**WORK REQUEST**: Return only what lies between the first line of the entries and the line containing "I am building", both lines included.

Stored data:
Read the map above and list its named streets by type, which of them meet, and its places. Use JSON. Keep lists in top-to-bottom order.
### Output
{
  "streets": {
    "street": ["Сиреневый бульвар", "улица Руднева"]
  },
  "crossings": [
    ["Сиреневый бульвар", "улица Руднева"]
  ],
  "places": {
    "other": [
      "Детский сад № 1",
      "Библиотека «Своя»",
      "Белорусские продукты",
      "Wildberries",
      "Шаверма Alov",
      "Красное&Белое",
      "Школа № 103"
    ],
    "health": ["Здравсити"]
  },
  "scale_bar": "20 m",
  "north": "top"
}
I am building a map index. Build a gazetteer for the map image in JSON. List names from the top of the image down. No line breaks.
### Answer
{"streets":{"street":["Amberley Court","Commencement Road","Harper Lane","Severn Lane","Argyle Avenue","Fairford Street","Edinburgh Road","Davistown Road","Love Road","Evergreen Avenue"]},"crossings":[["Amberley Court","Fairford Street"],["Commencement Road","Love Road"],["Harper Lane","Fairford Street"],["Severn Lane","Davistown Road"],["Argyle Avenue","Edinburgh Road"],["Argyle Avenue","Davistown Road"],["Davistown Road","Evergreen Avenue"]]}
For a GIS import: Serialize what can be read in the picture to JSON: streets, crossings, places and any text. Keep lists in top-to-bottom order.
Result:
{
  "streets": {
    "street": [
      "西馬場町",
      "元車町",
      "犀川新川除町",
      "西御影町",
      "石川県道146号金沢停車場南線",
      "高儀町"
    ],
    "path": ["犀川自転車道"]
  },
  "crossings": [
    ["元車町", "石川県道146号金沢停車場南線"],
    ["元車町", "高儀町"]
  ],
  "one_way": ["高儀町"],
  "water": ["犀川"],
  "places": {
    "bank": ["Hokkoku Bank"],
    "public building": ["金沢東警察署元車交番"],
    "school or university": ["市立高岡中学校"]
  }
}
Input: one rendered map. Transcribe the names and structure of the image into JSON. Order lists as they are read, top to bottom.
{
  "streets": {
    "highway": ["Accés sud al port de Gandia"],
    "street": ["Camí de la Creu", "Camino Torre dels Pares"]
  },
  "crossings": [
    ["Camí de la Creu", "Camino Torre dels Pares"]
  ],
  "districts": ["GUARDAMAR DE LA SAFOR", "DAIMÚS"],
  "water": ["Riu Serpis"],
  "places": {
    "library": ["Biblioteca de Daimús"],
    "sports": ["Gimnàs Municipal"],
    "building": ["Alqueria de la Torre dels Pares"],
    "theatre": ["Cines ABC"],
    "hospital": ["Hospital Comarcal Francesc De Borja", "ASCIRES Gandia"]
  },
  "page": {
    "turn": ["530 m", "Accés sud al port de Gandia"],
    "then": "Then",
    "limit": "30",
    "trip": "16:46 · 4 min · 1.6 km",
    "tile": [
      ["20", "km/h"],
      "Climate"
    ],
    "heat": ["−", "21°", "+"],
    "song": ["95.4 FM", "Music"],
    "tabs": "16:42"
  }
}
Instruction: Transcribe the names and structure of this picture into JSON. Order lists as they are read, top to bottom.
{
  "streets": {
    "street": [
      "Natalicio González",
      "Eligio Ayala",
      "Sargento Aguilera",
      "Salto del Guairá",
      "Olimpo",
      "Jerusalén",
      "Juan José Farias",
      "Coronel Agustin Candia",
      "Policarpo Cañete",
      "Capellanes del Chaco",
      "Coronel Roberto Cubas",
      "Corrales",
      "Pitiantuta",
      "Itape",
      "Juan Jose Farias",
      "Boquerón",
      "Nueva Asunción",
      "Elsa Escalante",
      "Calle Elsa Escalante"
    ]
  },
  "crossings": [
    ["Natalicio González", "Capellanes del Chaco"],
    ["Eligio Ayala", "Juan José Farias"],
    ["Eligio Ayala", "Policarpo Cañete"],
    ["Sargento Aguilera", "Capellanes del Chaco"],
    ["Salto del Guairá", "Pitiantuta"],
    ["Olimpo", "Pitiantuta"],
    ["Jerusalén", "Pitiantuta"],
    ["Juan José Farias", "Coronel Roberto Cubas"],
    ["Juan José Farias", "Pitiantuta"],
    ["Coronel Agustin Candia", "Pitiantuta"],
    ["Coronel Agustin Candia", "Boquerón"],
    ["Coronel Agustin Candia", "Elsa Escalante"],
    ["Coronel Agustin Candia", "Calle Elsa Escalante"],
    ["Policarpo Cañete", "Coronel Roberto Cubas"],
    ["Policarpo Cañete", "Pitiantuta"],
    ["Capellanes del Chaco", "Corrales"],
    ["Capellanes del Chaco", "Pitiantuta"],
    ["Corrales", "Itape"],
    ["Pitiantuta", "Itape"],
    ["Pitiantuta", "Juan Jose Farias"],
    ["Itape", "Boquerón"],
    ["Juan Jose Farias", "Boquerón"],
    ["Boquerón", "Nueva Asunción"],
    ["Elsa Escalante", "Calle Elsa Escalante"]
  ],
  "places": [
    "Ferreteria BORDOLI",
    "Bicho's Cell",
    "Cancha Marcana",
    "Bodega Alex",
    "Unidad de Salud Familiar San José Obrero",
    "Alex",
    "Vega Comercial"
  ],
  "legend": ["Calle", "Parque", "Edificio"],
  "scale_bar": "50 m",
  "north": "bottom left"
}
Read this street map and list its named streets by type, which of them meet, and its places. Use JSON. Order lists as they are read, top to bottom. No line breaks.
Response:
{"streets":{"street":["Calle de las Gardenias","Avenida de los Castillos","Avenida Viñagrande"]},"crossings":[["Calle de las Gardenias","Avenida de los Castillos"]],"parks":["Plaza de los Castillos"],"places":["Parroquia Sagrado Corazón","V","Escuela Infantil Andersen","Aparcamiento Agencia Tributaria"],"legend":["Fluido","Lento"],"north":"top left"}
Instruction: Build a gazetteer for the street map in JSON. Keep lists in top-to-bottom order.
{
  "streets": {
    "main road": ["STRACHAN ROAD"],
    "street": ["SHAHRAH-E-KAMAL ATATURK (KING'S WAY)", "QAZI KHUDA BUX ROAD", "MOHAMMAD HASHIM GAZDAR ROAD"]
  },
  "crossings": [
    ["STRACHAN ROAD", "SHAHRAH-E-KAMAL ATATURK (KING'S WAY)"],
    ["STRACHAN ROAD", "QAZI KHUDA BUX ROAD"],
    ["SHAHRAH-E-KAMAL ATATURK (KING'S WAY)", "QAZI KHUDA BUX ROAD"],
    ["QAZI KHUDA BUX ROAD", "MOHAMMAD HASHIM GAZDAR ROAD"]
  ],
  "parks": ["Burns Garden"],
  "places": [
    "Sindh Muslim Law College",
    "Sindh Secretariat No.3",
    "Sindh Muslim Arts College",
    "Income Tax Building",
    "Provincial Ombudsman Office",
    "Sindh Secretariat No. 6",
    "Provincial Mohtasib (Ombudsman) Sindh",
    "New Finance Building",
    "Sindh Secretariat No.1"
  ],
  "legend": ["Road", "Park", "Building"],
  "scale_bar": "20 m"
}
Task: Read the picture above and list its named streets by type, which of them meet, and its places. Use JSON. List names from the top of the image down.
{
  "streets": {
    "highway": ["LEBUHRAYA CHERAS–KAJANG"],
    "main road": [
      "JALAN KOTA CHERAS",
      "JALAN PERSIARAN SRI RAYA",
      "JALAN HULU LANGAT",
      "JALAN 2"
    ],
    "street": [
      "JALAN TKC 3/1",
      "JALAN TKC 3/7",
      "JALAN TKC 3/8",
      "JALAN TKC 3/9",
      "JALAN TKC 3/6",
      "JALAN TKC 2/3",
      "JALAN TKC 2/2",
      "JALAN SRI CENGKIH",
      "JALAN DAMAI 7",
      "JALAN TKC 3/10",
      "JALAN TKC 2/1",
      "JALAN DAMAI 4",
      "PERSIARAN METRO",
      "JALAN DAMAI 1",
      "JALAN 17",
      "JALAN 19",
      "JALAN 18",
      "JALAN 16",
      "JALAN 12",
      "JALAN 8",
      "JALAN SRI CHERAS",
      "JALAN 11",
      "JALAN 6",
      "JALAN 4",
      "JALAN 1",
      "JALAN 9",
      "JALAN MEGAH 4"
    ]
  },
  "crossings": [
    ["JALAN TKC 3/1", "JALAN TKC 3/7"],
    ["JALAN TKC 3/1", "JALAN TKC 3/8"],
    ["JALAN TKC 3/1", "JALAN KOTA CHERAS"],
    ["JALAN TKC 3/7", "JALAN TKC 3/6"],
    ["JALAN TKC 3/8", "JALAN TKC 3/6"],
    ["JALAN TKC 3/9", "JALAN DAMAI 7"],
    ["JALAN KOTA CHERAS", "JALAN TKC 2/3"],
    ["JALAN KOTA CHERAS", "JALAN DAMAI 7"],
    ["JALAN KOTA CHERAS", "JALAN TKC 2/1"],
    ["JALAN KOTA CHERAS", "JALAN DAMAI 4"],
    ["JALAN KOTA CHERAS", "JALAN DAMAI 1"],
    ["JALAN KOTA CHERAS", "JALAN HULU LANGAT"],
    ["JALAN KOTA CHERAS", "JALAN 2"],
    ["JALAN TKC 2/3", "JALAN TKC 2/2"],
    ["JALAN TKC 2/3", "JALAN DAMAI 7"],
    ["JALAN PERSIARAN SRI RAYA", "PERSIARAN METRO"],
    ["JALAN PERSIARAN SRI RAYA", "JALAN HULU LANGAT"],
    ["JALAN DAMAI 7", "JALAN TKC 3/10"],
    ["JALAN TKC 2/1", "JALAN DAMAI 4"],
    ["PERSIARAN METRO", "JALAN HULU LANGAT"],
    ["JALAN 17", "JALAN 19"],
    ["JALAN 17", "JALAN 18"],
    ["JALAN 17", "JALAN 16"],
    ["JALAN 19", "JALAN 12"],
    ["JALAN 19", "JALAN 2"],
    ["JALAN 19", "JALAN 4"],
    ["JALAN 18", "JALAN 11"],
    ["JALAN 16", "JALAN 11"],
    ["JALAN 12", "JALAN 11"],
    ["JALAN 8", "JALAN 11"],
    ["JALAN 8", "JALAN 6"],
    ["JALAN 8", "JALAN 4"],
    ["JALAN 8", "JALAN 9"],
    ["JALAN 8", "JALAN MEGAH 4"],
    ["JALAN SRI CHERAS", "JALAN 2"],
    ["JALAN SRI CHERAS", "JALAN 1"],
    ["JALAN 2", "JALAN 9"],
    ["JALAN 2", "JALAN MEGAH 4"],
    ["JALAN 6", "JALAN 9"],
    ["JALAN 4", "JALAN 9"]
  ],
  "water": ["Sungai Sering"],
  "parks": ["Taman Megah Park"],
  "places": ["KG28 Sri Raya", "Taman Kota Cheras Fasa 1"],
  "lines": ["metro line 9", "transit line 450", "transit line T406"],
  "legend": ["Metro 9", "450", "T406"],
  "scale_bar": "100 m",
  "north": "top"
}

**SOLUTION TO THE EXERCISE**:
Read the map above and list its named streets by type, which of them meet, and its places. Use JSON. Keep lists in top-to-bottom order.
### Output
{
  "streets": {
    "street": ["Сиреневый бульвар", "улица Руднева"]
  },
  "crossings": [
    ["Сиреневый бульвар", "улица Руднева"]
  ],
  "places": {
    "other": [
      "Детский сад № 1",
      "Библиотека «Своя»",
      "Белорусские продукты",
      "Wildberries",
      "Шаверма Alov",
      "Красное&Белое",
      "Школа № 103"
    ],
    "health": ["Здравсити"]
  },
  "scale_bar": "20 m",
  "north": "top"
}
I am building a map index. Build a gazetteer for the map image in JSON. List names from the top of the image down. No line breaks.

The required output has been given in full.